Maybe if they were stranded for many years a relationship could naturally develop as it becomes more unlikely that they'll be rescued. But this is all too rushed and comes across as cheating.

In another episode when Tuvok must work through his Pon Far with a hologram he states that the treatment was effective, "but no substitute for my wife." THAT was Tuvok, this is not. The love story/feelings nonsense shoehorned in ruins what would otherwise be an interesting episode.
Curtis - Thu, Aug 2, 2012 - 4:48am (USA Central)
And one other thing, she loves him and he makes it clear that he's not interested. Sorry lady, that means you're out of luck. But she goes off about hating logic and all this like that crazy woman in that episode of TNG that kept yelling at Picard "LOVE ME! WHY WON'T YOU LOVE ME!" So Tuvok is supposed to love her too because she loves him? Huh? That's just creepy. A relationship has to be between two willing parties. Then, to make matters worse, Tom interrupts Tuvok's meditation yelling at him for not loving her back. Tuvok has the right to love, not love, act, or not act as he sees fit without Tom treating him like a child. The more I think about this episode, the more I hate it.
Elliott - Thu, Aug 2, 2012 - 9:58am (USA Central)
@Curtis: I really hope your comments stem from being young and therefore inexperience with this kind of situation. Tuvok loves his wife in his Vulcan way perhaps, but he definitely has feelings for Noss and had no reason to believe he'd ever be rescued (repeat: ever). All his Vulcan gibbering to Paris about not reciprocating her feelings was a cover. That was the purpose of the flashbacks--to demonstrate just how susceptible to love Tuvok is. How is one to explain to someone that not acting on his emotions, strong as they are, are the only way he can survive psychologically? To do so would open up another portal of vulnerability, admitting fear. Tuvok's choice to meld with Noss in the end reveals the level of intimacy with which he finally regarded her, and was as much an act of love as a Vulcan can muster.
Curtis - Fri, Aug 3, 2012 - 4:35am (USA Central)
@Elliott: Whether or not I'm 'experienced with this kind of situation' is irrelevant. Do I believe people fall in love or have difficulty with feelings? Of course. Do I believe Tuvok would suddenly have all these feelings for Noss in the episode? Not for one second. And sometimes, just because you have feelings for someone doesn't mean you have to act on them. We all know Vulcans have emotions so it's nothing new. I could see Tuvok respecting Noss and becoming unique and special friends but true love?

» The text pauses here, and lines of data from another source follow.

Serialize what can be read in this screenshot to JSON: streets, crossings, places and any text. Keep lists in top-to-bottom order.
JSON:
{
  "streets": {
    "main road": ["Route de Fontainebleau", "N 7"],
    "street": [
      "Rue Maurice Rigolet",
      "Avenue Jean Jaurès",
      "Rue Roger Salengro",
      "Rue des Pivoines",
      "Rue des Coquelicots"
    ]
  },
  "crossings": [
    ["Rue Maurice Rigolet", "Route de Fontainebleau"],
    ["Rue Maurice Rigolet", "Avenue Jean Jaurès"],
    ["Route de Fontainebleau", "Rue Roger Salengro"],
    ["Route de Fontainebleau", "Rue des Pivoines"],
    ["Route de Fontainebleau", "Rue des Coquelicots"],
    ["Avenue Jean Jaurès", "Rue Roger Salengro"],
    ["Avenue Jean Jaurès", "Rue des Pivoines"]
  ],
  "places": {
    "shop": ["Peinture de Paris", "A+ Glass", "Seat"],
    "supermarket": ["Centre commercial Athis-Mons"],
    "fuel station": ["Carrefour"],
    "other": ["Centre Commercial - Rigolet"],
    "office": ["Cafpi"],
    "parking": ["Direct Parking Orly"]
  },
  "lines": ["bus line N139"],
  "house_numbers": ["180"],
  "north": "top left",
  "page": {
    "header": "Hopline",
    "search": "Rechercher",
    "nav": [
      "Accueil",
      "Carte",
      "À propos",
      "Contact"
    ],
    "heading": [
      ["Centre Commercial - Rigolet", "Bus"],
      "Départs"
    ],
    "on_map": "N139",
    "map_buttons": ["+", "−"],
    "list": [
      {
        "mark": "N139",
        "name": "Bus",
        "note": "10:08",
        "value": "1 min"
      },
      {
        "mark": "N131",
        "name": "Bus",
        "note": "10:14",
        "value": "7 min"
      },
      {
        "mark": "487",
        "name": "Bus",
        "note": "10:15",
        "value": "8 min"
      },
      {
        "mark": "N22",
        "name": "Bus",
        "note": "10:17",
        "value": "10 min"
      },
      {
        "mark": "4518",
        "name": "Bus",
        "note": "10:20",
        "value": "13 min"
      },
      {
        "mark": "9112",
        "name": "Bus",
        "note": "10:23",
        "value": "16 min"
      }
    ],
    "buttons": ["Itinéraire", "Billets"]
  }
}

No way. Even if it was love, Tuvok had the right to cover it in any way he saw fit, just like we do in real life all the time.
Elliott - Fri, Aug 3, 2012 - 10:51am (USA Central)
@Curtis :

First, people absolutely do fall in love suddenly. Vulcans? Well, they're described as having feelings many times greater and more intense than humans, so I would be surprised if on some level they didn't fall in love suddenly--a lot.

Second, the feelings he developed grew over the course of months, not suddenly.

Third, you're right that the circumstances in which one finds himself dictate whether he should act on certain feelings. The situation in the episode is that Tuvok, Noss, Paris and Doc were going to spend the rest of their existence together. What would be the point of resisting, says Tom, with literally zero hope for a reunion with their previous lives?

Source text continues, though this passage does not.